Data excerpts
........

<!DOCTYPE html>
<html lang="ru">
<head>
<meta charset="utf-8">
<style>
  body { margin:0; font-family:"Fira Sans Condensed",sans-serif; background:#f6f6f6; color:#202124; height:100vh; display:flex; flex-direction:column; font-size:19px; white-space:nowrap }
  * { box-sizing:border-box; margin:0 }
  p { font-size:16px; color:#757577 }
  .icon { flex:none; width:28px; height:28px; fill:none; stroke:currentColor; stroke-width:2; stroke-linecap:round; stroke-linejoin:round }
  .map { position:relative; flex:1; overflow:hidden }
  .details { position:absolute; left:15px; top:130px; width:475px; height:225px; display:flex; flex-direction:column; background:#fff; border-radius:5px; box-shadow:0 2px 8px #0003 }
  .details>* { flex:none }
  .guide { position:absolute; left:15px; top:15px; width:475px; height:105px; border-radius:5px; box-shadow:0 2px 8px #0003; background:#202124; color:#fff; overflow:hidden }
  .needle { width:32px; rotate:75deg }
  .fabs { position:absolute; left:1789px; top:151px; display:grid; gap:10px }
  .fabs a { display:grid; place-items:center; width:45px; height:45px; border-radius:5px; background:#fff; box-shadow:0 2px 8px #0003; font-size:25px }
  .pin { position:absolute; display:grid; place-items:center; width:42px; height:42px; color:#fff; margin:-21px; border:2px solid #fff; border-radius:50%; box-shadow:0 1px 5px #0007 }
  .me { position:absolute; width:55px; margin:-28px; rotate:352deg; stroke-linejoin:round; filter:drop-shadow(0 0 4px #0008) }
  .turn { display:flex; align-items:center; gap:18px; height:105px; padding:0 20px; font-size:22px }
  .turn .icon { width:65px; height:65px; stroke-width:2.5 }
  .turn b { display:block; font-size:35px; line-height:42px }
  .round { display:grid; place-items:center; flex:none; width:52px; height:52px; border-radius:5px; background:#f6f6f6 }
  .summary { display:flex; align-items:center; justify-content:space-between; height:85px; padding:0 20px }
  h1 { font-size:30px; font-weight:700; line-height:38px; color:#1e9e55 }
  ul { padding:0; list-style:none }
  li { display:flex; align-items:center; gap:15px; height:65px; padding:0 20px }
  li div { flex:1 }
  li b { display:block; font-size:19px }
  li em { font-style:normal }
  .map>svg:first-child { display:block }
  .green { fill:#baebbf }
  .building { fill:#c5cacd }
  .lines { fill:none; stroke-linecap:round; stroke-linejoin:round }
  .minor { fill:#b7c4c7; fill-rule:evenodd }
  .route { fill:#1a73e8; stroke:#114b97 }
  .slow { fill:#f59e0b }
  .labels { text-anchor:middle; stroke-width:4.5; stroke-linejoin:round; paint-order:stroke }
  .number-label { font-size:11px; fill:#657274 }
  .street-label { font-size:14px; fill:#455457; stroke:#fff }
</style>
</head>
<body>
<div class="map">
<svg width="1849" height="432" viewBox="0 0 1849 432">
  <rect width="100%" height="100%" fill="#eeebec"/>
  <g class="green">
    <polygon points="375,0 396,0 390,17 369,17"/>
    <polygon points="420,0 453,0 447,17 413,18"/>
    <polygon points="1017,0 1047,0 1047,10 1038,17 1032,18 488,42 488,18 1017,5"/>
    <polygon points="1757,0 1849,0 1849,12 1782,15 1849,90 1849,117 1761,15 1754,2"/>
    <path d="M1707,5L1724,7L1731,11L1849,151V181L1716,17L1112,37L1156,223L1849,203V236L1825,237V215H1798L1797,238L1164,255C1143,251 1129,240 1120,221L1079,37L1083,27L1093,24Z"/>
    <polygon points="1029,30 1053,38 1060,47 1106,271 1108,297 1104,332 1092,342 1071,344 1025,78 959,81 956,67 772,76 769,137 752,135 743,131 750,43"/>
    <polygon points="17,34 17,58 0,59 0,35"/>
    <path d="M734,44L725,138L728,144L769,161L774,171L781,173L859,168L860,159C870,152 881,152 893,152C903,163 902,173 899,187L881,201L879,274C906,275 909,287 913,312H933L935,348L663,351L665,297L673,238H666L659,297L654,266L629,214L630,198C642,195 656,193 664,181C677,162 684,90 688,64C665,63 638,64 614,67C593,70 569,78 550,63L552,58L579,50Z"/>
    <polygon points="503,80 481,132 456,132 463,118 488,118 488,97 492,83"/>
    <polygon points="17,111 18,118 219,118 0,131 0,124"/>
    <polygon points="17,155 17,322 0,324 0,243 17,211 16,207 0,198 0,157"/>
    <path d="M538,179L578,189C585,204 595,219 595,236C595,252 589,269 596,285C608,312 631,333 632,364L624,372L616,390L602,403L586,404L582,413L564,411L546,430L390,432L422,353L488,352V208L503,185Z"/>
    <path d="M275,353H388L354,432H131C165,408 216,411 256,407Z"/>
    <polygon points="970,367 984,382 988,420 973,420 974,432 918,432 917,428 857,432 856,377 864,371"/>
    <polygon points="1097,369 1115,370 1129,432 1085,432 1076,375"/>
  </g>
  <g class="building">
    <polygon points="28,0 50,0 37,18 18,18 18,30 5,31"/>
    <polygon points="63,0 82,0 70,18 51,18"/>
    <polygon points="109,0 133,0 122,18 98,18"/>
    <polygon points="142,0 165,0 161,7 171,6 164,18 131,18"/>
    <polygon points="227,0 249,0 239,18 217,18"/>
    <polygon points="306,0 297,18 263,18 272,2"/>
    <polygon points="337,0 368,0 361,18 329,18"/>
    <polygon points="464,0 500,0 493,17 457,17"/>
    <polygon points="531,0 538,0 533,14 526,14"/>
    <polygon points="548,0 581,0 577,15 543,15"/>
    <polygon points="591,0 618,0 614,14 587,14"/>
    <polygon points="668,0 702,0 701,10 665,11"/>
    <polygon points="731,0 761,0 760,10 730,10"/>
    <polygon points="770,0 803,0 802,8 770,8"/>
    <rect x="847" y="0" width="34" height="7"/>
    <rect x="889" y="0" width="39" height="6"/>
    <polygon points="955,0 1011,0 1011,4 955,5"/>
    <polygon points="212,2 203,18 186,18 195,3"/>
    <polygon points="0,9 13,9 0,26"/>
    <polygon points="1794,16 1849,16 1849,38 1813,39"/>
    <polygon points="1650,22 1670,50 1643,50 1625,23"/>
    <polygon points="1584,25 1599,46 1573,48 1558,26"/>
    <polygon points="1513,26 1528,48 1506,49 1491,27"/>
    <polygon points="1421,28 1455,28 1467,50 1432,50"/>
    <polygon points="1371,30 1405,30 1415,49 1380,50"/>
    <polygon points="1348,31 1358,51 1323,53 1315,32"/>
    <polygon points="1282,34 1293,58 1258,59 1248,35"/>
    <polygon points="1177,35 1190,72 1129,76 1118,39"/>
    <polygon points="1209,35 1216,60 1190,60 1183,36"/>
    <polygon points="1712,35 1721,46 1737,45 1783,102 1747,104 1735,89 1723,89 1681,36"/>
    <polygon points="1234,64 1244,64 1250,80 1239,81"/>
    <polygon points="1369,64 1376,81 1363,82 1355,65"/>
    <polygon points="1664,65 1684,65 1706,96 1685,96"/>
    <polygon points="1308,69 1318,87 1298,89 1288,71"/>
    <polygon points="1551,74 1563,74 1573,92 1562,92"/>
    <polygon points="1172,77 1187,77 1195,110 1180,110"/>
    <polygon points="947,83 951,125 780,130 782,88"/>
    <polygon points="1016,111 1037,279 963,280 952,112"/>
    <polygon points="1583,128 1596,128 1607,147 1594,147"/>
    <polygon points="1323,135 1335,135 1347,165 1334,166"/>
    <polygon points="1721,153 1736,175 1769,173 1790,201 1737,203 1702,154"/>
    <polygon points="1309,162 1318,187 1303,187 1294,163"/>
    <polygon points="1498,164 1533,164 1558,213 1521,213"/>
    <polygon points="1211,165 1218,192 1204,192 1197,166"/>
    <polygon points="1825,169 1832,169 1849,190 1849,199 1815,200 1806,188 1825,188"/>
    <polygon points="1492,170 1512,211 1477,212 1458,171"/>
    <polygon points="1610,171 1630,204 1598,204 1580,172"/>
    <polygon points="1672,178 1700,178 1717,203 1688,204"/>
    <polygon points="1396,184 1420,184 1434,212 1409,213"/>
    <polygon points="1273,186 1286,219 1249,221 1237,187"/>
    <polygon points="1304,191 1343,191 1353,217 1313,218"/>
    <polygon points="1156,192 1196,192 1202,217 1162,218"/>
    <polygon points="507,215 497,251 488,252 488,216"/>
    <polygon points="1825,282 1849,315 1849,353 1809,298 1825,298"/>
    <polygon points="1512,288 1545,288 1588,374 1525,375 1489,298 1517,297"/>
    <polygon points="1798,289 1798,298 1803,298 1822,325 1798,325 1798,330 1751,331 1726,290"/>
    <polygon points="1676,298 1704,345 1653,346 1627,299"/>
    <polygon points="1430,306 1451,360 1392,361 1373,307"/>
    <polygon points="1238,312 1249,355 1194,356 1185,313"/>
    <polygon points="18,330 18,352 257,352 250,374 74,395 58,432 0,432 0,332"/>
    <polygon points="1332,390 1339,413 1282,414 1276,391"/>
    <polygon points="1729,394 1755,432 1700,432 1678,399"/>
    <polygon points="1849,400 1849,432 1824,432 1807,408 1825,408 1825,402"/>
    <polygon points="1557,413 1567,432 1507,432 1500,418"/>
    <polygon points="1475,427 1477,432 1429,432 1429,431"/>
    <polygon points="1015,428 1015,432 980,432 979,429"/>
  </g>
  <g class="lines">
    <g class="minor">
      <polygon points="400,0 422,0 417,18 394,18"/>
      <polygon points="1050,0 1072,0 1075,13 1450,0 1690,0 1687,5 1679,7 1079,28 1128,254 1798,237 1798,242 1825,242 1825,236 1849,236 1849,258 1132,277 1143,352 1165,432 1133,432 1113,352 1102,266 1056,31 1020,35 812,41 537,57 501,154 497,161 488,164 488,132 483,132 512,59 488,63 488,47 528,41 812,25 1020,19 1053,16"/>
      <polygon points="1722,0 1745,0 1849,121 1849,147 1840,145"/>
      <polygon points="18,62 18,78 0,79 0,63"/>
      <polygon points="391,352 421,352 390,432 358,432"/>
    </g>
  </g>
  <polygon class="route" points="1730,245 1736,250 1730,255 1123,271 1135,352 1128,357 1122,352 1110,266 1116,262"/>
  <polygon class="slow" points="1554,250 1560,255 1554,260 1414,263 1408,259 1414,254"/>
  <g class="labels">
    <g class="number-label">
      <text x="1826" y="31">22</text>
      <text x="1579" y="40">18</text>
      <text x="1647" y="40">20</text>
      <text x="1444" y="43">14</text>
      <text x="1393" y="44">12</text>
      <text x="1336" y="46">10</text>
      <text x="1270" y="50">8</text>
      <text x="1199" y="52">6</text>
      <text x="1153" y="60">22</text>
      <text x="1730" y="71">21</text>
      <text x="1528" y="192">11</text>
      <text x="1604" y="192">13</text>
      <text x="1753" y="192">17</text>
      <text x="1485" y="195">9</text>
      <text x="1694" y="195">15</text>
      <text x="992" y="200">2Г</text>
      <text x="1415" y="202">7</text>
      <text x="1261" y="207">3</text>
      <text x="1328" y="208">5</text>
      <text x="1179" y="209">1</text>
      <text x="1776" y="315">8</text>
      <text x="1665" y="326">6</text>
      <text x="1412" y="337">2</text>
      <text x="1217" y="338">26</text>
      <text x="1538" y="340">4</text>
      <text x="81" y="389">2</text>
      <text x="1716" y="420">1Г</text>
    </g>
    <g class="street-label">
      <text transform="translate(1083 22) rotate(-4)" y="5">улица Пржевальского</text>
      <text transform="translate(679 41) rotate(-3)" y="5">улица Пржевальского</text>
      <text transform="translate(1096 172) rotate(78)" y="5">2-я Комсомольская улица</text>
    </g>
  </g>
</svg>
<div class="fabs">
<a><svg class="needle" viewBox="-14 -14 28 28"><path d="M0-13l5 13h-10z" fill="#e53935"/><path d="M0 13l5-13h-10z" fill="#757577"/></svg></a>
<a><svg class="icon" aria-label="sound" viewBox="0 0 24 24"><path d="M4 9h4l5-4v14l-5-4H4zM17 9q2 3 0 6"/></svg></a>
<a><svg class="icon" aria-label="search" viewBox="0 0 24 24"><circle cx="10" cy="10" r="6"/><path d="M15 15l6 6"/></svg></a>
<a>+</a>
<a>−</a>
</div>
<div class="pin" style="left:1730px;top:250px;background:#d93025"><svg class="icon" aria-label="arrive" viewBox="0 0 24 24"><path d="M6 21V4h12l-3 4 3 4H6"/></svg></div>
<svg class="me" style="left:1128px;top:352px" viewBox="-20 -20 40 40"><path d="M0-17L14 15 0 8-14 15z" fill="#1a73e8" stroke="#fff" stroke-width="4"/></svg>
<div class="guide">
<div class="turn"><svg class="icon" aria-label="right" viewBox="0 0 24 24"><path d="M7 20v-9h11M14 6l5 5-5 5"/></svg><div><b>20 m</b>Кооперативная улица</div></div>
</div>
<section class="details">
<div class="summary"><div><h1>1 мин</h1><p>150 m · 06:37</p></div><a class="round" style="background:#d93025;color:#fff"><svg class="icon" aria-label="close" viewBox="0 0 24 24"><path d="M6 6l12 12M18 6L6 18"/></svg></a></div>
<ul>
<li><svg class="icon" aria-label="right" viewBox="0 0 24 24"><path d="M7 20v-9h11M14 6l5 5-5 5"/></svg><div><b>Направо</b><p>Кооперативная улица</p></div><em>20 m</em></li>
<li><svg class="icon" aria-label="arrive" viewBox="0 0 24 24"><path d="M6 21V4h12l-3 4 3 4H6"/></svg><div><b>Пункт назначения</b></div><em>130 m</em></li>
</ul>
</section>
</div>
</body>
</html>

........

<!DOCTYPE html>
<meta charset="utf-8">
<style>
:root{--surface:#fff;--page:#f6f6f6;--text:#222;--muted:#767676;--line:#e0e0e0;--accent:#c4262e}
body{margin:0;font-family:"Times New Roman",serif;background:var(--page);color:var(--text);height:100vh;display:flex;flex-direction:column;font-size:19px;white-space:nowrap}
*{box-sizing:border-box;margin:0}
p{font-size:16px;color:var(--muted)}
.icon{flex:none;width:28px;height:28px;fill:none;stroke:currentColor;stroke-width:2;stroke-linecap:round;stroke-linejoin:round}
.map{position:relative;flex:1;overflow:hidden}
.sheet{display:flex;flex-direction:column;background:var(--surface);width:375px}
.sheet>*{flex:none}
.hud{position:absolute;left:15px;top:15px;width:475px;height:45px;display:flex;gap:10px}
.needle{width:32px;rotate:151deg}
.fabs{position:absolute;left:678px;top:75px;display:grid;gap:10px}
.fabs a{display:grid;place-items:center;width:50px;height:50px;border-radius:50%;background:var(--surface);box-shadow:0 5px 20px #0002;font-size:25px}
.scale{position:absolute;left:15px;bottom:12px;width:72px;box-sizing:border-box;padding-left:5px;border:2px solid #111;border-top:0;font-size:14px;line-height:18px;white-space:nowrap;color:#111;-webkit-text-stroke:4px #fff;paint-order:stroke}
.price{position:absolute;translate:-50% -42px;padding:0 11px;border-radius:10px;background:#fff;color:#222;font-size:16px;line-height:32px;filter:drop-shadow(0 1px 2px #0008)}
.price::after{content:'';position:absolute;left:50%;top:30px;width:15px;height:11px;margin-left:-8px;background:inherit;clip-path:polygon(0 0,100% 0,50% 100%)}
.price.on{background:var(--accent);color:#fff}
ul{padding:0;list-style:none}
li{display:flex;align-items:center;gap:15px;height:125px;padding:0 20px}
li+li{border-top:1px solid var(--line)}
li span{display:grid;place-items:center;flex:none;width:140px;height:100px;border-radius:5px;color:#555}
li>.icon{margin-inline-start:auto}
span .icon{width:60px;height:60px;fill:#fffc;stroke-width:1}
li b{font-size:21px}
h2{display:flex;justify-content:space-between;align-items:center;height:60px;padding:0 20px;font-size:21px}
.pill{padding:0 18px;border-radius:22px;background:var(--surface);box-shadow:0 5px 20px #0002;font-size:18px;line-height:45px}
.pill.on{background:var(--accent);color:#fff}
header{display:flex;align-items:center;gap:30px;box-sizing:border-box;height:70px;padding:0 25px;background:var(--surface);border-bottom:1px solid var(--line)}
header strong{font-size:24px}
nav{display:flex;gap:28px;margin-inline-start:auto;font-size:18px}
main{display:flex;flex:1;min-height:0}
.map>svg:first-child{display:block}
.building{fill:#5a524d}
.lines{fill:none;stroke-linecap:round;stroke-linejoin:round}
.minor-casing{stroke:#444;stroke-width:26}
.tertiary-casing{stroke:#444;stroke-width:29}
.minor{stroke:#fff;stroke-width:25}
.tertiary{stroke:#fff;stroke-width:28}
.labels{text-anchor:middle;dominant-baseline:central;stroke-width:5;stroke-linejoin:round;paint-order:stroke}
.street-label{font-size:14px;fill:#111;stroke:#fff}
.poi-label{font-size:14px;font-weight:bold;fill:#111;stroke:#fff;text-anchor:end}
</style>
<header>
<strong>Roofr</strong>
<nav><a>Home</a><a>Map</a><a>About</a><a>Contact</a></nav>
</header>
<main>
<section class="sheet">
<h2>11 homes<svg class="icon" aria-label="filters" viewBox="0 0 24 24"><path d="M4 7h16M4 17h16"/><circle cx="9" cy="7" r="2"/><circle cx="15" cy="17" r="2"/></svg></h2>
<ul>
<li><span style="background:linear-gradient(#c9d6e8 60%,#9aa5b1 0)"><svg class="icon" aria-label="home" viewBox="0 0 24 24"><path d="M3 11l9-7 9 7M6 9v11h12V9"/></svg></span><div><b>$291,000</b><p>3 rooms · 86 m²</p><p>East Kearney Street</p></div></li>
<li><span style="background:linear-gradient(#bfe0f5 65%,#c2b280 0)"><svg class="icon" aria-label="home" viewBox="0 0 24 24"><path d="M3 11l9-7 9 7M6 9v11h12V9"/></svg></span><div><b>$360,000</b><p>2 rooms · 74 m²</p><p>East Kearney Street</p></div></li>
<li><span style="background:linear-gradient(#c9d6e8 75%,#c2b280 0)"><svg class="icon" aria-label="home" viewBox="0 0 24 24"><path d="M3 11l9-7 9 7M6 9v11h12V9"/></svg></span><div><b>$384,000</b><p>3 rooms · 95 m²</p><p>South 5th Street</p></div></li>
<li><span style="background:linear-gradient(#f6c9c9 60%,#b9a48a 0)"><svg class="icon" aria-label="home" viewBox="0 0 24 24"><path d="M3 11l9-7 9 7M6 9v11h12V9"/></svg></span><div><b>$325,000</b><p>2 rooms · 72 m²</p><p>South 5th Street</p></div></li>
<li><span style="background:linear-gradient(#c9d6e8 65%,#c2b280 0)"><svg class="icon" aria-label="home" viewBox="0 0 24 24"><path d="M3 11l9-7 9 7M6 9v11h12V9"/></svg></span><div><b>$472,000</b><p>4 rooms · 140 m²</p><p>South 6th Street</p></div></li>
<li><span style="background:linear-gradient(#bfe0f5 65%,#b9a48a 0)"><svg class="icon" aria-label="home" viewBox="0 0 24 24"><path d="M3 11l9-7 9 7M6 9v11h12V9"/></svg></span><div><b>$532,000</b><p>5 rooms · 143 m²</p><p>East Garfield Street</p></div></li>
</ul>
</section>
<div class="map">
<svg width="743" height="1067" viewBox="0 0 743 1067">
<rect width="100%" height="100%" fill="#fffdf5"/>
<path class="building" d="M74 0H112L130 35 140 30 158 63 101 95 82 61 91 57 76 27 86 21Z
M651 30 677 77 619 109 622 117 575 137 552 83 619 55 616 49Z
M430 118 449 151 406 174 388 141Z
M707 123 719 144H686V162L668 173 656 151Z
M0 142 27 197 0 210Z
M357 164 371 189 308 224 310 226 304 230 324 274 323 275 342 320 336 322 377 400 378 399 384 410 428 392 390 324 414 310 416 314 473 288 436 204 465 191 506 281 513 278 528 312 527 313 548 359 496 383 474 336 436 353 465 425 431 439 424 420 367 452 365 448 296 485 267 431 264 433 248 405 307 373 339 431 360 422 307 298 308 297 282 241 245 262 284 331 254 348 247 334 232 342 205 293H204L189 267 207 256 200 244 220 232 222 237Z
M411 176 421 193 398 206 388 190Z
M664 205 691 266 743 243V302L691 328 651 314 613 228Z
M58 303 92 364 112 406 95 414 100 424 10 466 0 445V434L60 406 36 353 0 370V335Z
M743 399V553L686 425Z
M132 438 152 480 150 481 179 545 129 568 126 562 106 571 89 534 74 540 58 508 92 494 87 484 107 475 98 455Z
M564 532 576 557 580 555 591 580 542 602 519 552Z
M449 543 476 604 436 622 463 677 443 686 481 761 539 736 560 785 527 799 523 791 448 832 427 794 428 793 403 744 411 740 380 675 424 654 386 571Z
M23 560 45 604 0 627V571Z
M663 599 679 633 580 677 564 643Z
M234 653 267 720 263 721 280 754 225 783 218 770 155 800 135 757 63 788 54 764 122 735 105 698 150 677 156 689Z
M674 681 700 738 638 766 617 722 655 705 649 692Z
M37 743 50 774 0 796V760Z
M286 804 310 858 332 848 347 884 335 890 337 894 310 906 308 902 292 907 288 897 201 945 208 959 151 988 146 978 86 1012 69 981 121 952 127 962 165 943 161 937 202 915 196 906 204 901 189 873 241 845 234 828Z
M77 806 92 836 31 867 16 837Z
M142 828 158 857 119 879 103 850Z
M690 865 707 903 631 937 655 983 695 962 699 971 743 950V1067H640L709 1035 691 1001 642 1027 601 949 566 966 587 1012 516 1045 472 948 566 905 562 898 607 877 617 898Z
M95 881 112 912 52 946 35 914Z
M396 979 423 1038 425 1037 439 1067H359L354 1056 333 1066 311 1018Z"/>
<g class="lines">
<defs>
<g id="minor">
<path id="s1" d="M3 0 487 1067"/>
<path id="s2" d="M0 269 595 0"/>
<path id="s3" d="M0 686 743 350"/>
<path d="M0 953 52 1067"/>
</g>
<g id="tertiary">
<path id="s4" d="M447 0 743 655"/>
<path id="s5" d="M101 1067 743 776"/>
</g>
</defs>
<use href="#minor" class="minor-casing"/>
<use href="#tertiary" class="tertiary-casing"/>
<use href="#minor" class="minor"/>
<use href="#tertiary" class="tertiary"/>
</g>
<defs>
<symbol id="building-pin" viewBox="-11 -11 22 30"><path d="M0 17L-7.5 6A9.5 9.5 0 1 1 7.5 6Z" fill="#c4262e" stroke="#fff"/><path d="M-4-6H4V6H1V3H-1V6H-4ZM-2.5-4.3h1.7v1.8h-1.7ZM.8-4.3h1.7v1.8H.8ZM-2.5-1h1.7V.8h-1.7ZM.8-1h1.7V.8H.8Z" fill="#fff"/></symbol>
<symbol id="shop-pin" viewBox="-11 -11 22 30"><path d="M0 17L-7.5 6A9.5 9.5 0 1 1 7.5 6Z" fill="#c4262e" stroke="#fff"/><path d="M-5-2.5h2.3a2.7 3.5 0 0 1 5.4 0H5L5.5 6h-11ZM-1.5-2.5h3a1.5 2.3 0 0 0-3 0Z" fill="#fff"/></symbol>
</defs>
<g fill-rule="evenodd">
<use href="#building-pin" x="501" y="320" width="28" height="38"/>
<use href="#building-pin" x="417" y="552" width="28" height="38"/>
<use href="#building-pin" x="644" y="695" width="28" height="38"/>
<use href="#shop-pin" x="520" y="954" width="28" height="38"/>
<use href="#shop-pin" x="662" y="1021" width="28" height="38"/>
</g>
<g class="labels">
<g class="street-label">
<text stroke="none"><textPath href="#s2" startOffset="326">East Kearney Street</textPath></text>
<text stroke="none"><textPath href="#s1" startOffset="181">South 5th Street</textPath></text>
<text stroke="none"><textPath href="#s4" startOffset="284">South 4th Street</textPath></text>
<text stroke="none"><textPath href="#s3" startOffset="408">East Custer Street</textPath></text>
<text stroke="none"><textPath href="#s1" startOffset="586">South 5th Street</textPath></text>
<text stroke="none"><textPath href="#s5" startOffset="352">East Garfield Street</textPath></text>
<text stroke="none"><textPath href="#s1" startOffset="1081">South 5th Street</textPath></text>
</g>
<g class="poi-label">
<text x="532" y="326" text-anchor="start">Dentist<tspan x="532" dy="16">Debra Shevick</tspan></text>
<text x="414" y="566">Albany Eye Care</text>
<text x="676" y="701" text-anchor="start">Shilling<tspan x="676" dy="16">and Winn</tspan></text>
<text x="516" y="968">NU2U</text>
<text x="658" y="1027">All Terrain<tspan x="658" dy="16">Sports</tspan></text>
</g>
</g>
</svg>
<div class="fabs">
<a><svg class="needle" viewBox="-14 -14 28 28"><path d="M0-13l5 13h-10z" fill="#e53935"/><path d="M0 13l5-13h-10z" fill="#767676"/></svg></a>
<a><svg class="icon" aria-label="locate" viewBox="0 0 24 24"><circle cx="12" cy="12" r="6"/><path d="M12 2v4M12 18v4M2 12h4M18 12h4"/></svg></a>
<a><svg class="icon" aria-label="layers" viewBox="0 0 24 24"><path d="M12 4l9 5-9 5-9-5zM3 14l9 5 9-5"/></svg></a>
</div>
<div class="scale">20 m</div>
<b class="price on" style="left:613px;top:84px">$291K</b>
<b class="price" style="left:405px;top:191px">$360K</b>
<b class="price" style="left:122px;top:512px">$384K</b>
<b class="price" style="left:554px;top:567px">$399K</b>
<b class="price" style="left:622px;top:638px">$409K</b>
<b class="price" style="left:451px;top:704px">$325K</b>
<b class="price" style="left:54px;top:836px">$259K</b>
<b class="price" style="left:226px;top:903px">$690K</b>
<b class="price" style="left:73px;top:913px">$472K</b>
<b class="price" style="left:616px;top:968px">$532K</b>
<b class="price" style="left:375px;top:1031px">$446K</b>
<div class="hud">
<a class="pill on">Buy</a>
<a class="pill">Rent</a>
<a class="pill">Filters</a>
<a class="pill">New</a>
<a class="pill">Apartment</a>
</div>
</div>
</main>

........

■ WORK TO COMPLETE
Which lines above run from the one containing "position:relative; flex:1; overflow:hidden" to the one containing "display:block; font-size:35px; line-height:42px"? Give them again exactly, both ends included.

■ SOLUTION FOR THIS EXERCISE
  .map { position:relative; flex:1; overflow:hidden }
  .details { position:absolute; left:15px; top:130px; width:475px; height:225px; display:flex; flex-direction:column; background:#fff; border-radius:5px; box-shadow:0 2px 8px #0003 }
  .details>* { flex:none }
  .guide { position:absolute; left:15px; top:15px; width:475px; height:105px; border-radius:5px; box-shadow:0 2px 8px #0003; background:#202124; color:#fff; overflow:hidden }
  .needle { width:32px; rotate:75deg }
  .fabs { position:absolute; left:1789px; top:151px; display:grid; gap:10px }
  .fabs a { display:grid; place-items:center; width:45px; height:45px; border-radius:5px; background:#fff; box-shadow:0 2px 8px #0003; font-size:25px }
  .pin { position:absolute; display:grid; place-items:center; width:42px; height:42px; color:#fff; margin:-21px; border:2px solid #fff; border-radius:50%; box-shadow:0 1px 5px #0007 }
  .me { position:absolute; width:55px; margin:-28px; rotate:352deg; stroke-linejoin:round; filter:drop-shadow(0 0 4px #0008) }
  .turn { display:flex; align-items:center; gap:18px; height:105px; padding:0 20px; font-size:22px }
  .turn .icon { width:65px; height:65px; stroke-width:2.5 }
  .turn b { display:block; font-size:35px; line-height:42px }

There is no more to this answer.